I did a series of production experiments in which I elicited sets of utterances from native speakers of tone languages; the main two variables I manipulated were the tone on the final word or syllable and the intonation-type of the utterance (either declarative or echo question). The following summarizes what I found for echo question as opposed to declarative intonation in each language:
Mandarin: The local contour of the lexical tone on the final syllable was largely preserved but shifted upward in the speaker's vocal range. So a falling lexical tone was still falling but from a higher starting pitch.
Cantonese: The first half of the final syllable preserved information about the lexical tone on that syllable, but starting somewhere in the middle of the syllable the pitch shot upward with a steep incline. So a falling tone started falling but after the initial dip the pitch shot up in the second half of the syllable. There was no major lengthening of the syllable to accommodate both trajectories.
Shiga Japanese: The tone and the intonation were expressed "in series", so that the fall associated with the lexical tone was completed and then the syllable was extended to accommodate the subsequent rise associated with the echo question intonation. In some cases this lengthening nearly tripled the duration of the final syllable.

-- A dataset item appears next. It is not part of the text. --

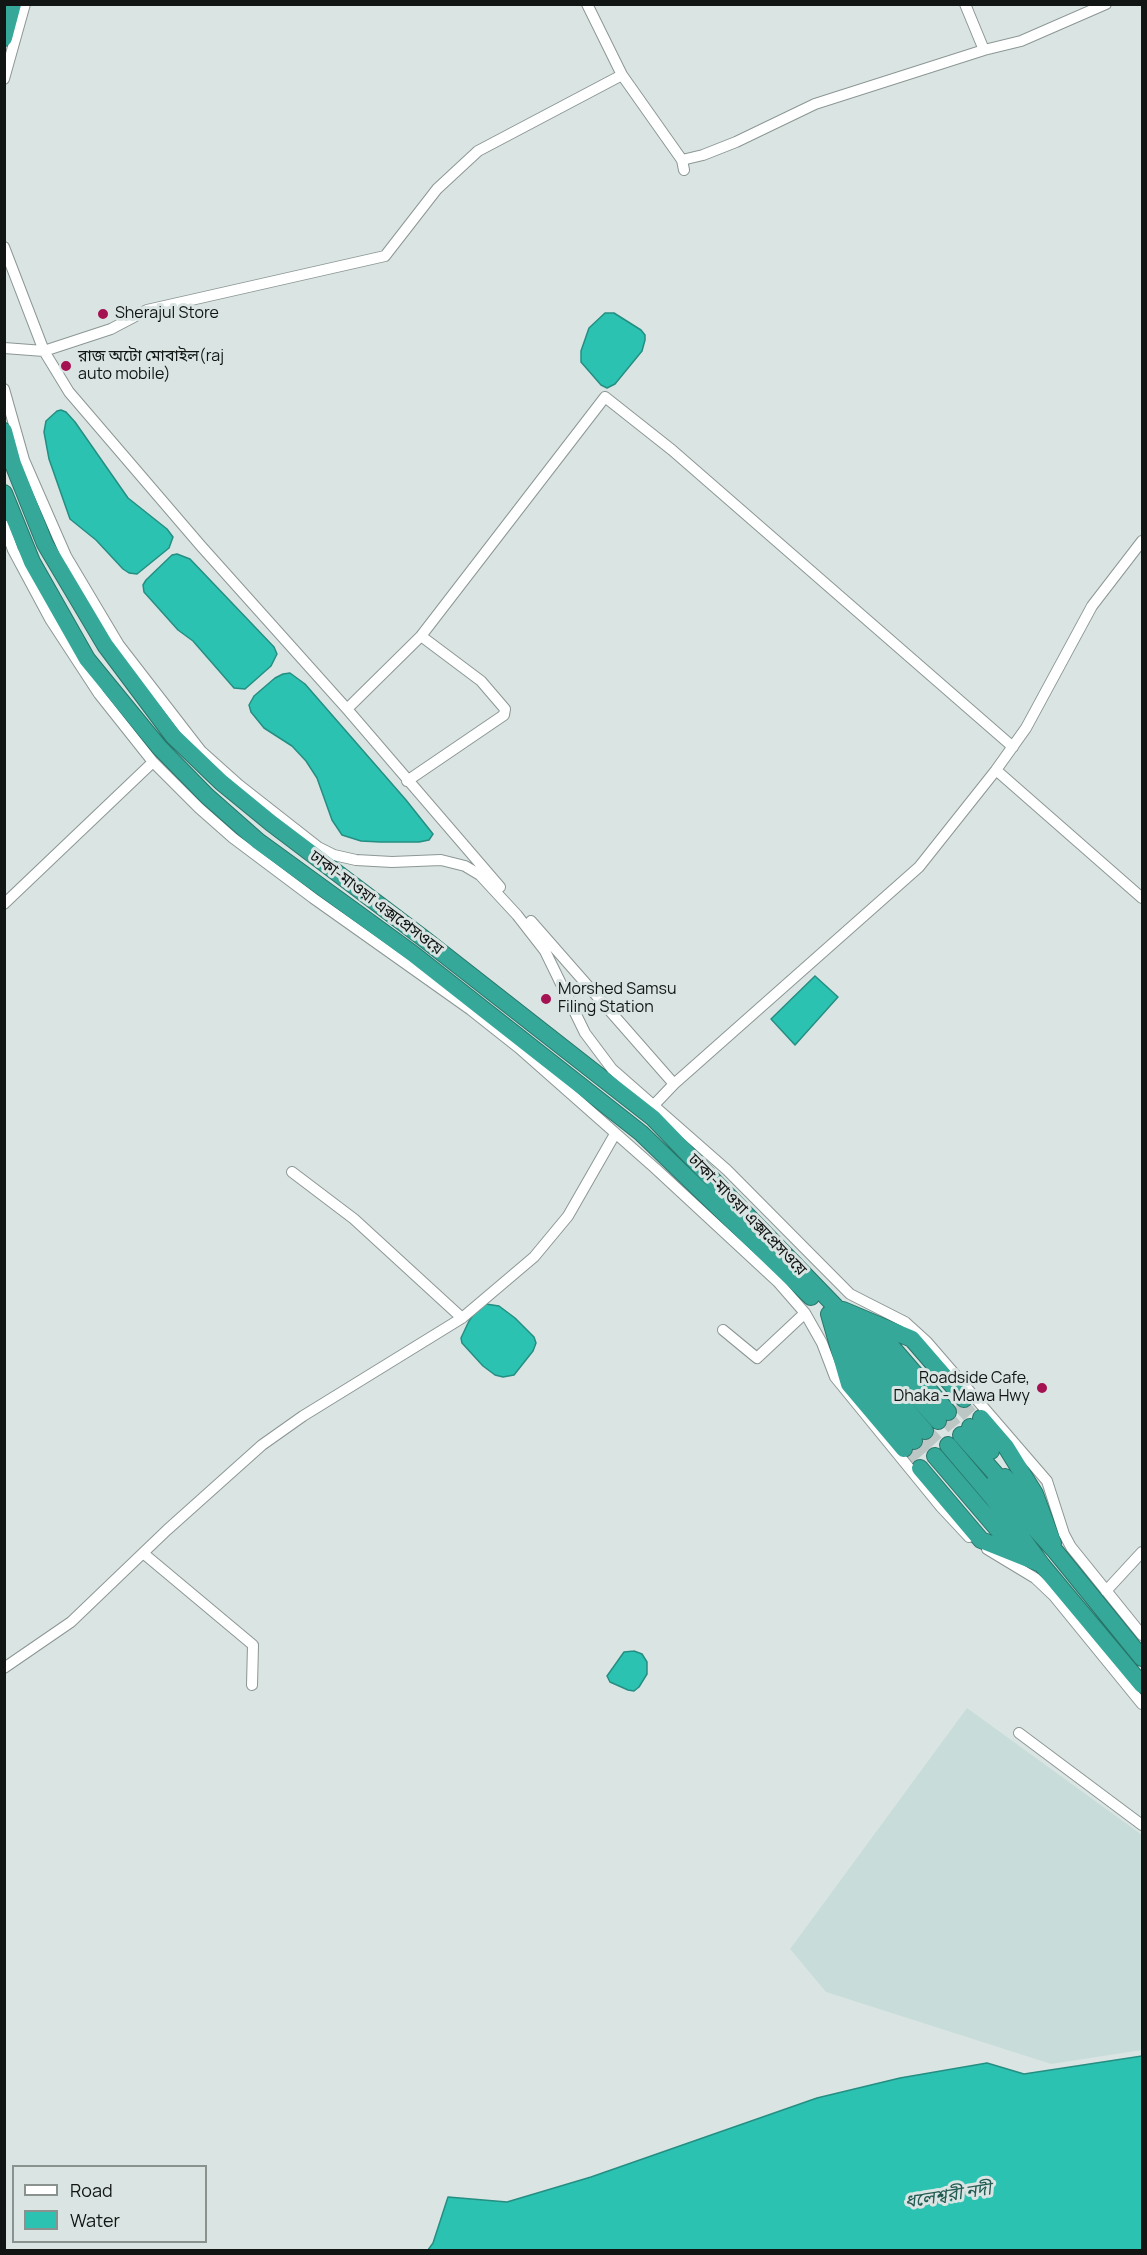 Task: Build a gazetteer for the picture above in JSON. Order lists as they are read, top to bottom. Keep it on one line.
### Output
{"streets":{"highway":["ঢাকা-মাওয়া এক্সপ্রেসওয়ে"]},"water":["ধলেশ্বরী নদী"],"places":["Sherajul Store","রাজ অটো মোবাইল(raj auto mobile)","Morshed Samsu Filing Station","Roadside Cafe, Dhaka - Mawa Hwy"],"legend":["Road","Water"]}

North Kyeongsang Korean: If the final word was monosyllabic, the falling contour observed in the declarative case was completely "overwritten" by a rising contour. If the final word was disyllabic (where the peak was on the first syllable and the fall carried through to the end of the second syllable in the declarative case) the fall was preserved but it started higher in the speaker's range on the first syllable (much like in Mandarin). In some instances there was a slight rise toward the end of the syllable (like in Cantonese, but nowhere near the magnitude observed in Cantonese or in the monosyllabic case).
Interestingly, in each language there were lexical-tone-specific idiosyncrasies that made it impossible to formally characterize the mapping from the declarative version of a lexical tonal contour to the echo question version beyond the descriptive generalizations above. In other words, for a given language it was not possible to come up with an algorithm that could accurately predict the F0 contour of an echo question given only the F0 contour of its declarative counterpart. For example, There are three tones in Cantonese that are basically level in the declarative environment. In two out of the three cases (tone 3 and tone 6), the rising trajectory in the echo question environment was curved (i.e. more exponential-looking) but in the third case (tone 1) it was straight (i.e. more linear-looking).

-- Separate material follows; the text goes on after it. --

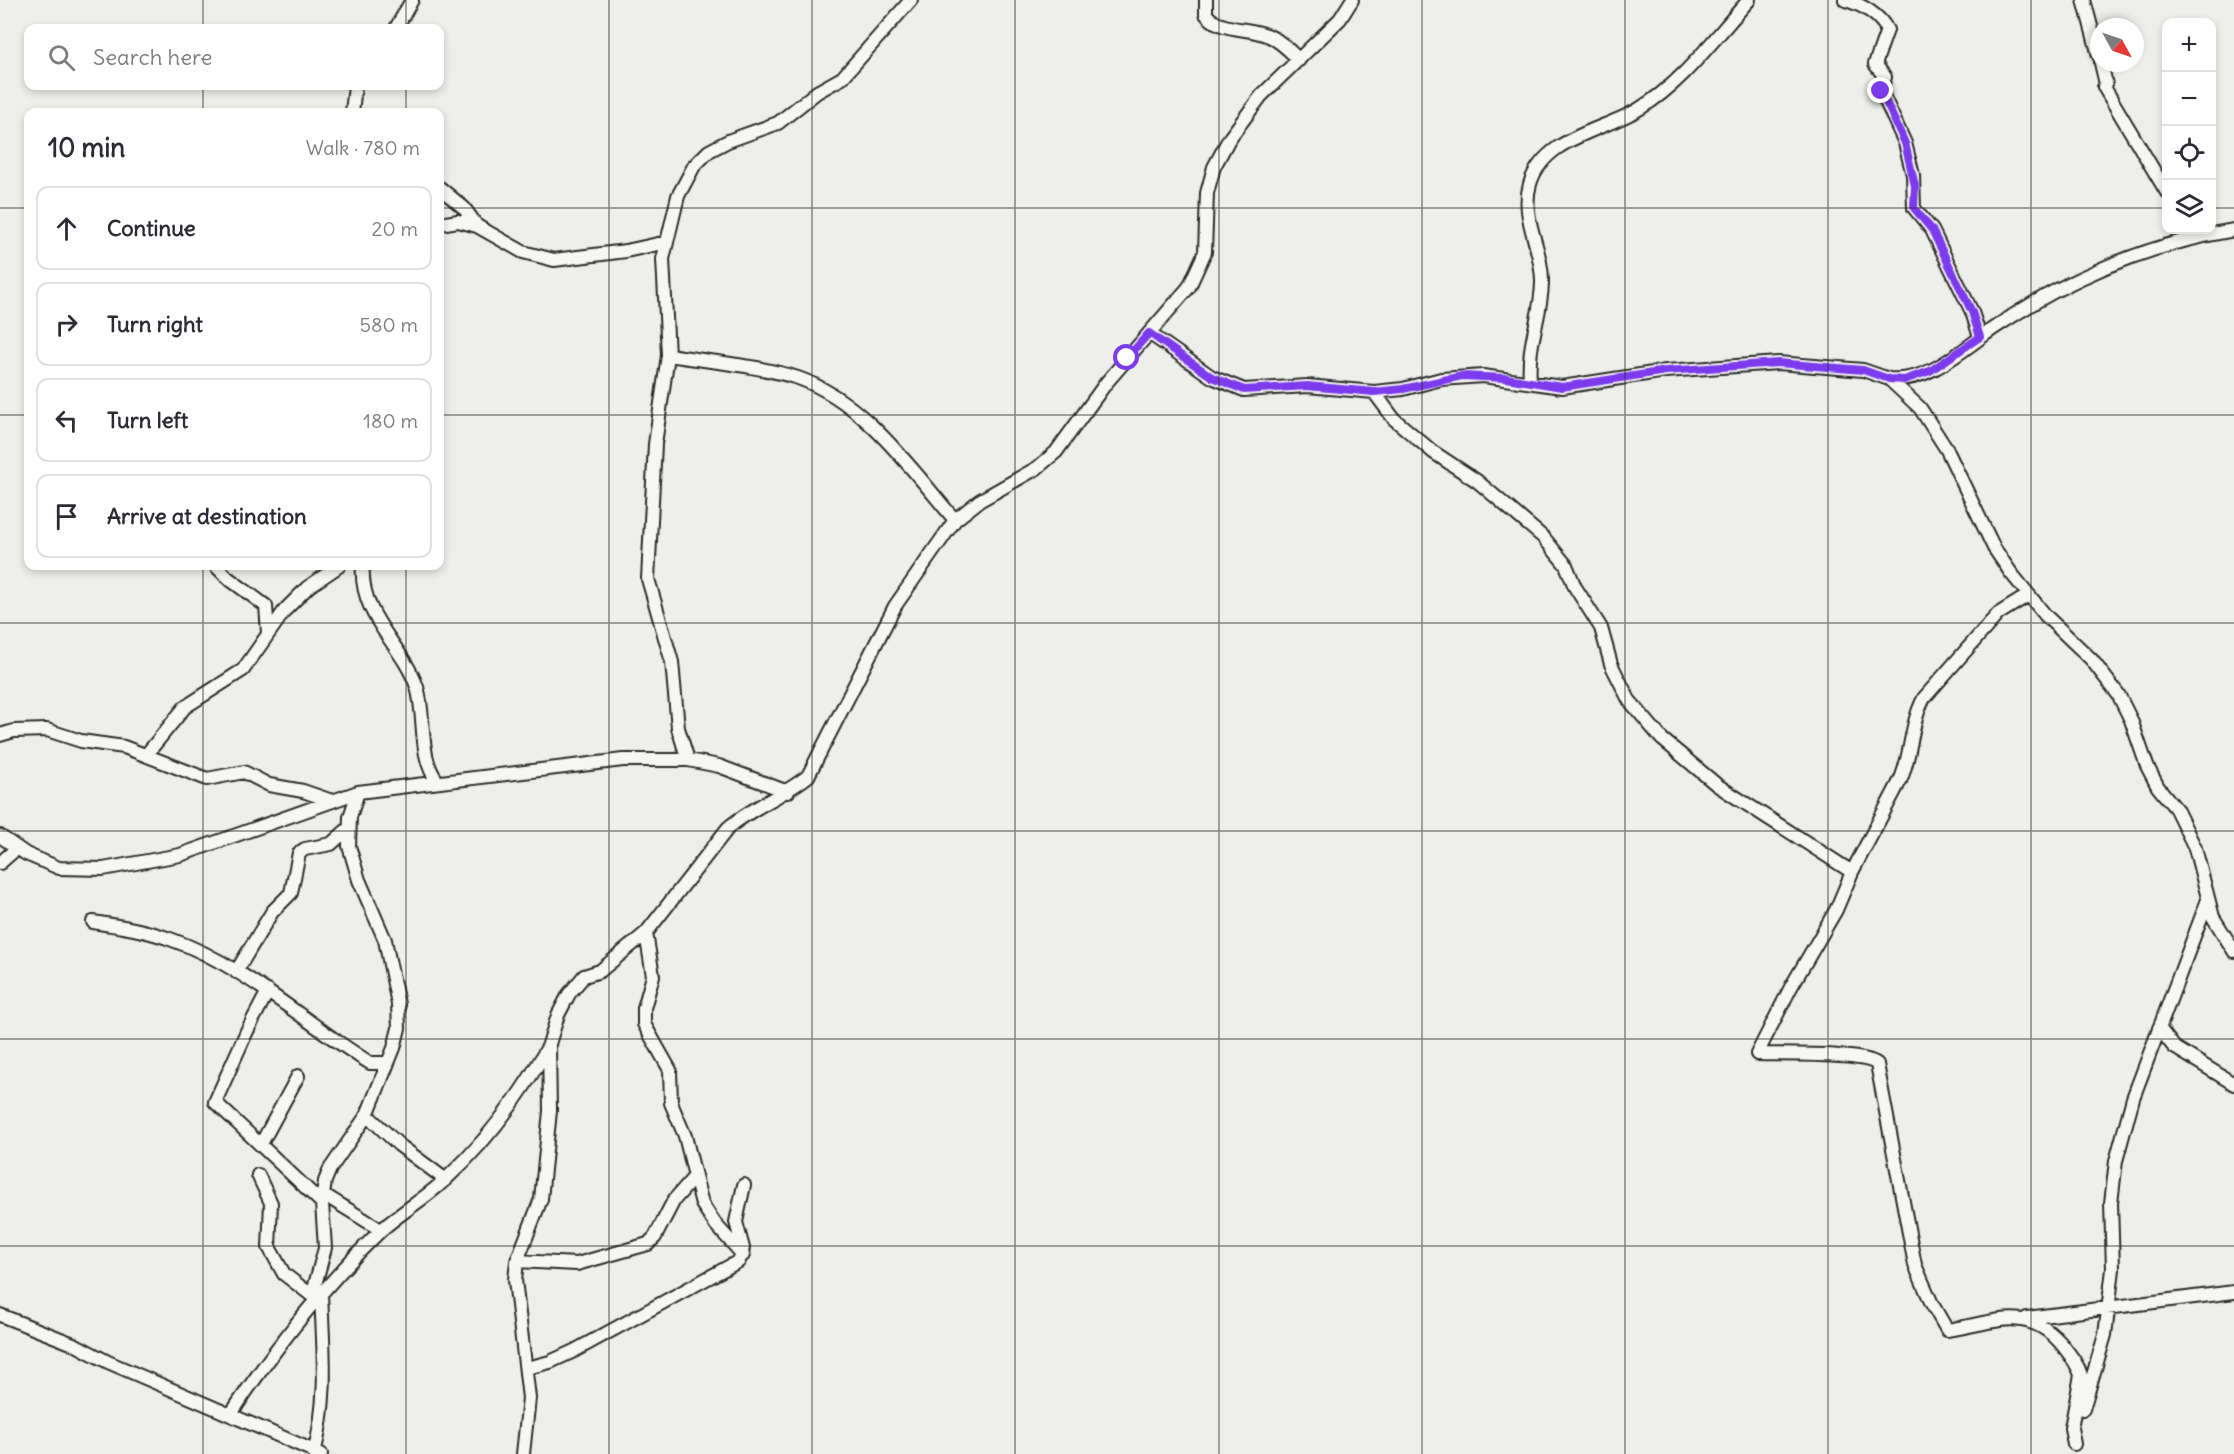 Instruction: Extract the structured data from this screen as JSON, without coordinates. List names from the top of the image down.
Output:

@jlawler's comment reminded me that there is also an interesting case in Shingazidja, a Bantu language spoken in the Comoros. Patin (2008) shows data suggesting that yes-no questions in Shingazidja are formed by the insertion of a "superhigh" tone on the penultimate syllable (phonetically the pitch on the syllable is higher than that on lexically H-toned syllables), overwriting whatever is there in the declarative version of the utterance (it gets realized at the same pitch regardless of the tone on that penultimate syllable in the declarative version). Interestingly, when the final syllable of the declarative version of the utterance bears a lexical H tone, the superhigh intonational tone is placed on the antepenultimate syllable!
Bolinger, D. (1964). "Intonation: around the edge of language." Harvard Educational Review 34: 282-296.
Chao, Y. R. (1968). A Grammar of Spoken Chinese. Berkeley, CA, University of California Press.
Patin, C. (2008). Tone and Intonation's Waltz in Shingazidja Polar Questions. 3rd TIE
Conference on Tone and Intonation (TIE3). Lisbonne.